Smoke and Mirrors, How SEO companies scam you

Business is down, you’re desperate, and then you get a friendly email from a stranger, claiming they work with all your allies and competitors, and that they boosted their rankings on Google and Bing. They want a nominal one time fee of $5,000 and only $500 a month for miscellaneous maintenance. Adjusting for how much money they think you have, of course. It’s a boondoggle, a scam, smoke and mirrors.

Their entire business is based on cross marketing. Once they bait one, they’ll use them to market to others. “All these competitors can’t all be wrong,” you may think to yourself. Their forte is creating reports and customer service, if they are “good” they’ll install random useless plugins on your wordpress site or print out some excel reports from semrush. None of it makes a difference, all of it gives the appearance of accomplishing something… a boondoggle.

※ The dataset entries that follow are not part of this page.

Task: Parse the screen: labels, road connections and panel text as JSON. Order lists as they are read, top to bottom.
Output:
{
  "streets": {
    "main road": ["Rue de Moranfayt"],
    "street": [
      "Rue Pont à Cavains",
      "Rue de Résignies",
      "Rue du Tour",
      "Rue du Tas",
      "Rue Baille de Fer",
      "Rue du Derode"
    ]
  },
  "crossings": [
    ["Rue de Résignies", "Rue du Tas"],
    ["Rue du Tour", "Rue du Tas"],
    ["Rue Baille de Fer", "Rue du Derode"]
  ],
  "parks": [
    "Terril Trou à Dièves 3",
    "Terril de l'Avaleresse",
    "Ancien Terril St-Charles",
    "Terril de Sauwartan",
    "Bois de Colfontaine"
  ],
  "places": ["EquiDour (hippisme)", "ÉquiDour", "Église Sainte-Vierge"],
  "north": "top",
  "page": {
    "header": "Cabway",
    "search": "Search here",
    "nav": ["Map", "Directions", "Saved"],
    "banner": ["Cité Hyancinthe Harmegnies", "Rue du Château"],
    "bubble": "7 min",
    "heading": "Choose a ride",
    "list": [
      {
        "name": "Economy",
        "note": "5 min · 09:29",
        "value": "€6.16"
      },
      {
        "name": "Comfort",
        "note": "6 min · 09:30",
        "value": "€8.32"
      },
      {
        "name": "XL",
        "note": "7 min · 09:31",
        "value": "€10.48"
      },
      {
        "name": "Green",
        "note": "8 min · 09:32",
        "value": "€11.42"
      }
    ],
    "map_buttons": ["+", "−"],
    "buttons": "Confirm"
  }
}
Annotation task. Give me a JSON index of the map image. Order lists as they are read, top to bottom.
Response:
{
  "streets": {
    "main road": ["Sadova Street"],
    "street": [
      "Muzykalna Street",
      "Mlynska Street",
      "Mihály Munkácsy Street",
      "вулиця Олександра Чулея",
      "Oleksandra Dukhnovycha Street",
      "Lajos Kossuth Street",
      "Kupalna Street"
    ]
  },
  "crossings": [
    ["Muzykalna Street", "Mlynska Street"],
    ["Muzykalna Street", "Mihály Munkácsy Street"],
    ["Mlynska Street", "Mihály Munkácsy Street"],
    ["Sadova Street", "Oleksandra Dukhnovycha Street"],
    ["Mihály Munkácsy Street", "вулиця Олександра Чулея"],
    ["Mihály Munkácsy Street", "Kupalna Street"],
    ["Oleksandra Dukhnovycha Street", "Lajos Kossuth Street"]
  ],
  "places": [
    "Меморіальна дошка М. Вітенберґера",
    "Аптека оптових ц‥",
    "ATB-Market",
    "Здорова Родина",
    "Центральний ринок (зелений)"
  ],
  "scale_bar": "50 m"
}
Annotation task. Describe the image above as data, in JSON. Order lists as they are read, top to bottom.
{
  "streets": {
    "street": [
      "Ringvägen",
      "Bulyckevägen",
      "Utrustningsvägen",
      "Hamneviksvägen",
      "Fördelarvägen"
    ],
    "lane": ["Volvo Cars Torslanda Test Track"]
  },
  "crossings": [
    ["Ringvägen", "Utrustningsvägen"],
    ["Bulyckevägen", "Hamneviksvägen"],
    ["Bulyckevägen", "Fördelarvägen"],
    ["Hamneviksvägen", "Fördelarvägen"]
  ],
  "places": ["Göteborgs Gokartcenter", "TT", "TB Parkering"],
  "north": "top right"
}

There may be some small benefits to adding a keyword here or there to your website… nothing a $100 an hour upwork freelancer from india couldn’t tell you in 30 minutes. Nothing you couldn’t learn from a quick read of Google’s SEO document. Think about it from Google’s perspective, should a company that’s been in business for 15 years, gets lots of backlinks and lots of “good” clicks on their search page be ranked first? Or should a company that’s relatively new, has very few backlinks from reputable sites and doesn’t regularly post viral content be listed first? The most useful result should and will be listed first, regardless of meaningless meta tags, keywords and calls to action you put on your page. See how algorithms work for an interesting summary of how modern computer algorithms think.

The people you normally depend on for their expertise may not speak up, they may see it as a fight not worth fighting. If they know anything about politics, they know not to pick fights unless they need to. Everyone is surrounded by yes men, to a degree. So how can you protect yourself when you’ve already pulled the trigger on SEO consultants, or if it’s a train you can’t stop? It’s simple, track them. Use serps, semrush or the free keyword position Tool to get reliable position checks. Make a spreadsheet and put it on a high visibility location. If you can’t be bothered, and you’re already paying 5 digits for SEO, invest ~$100 dollars in semrush or serps to keep them in check automatically.

Keep your eyes open.

Inspired by some offers T&D PowerSkills and ISPC received.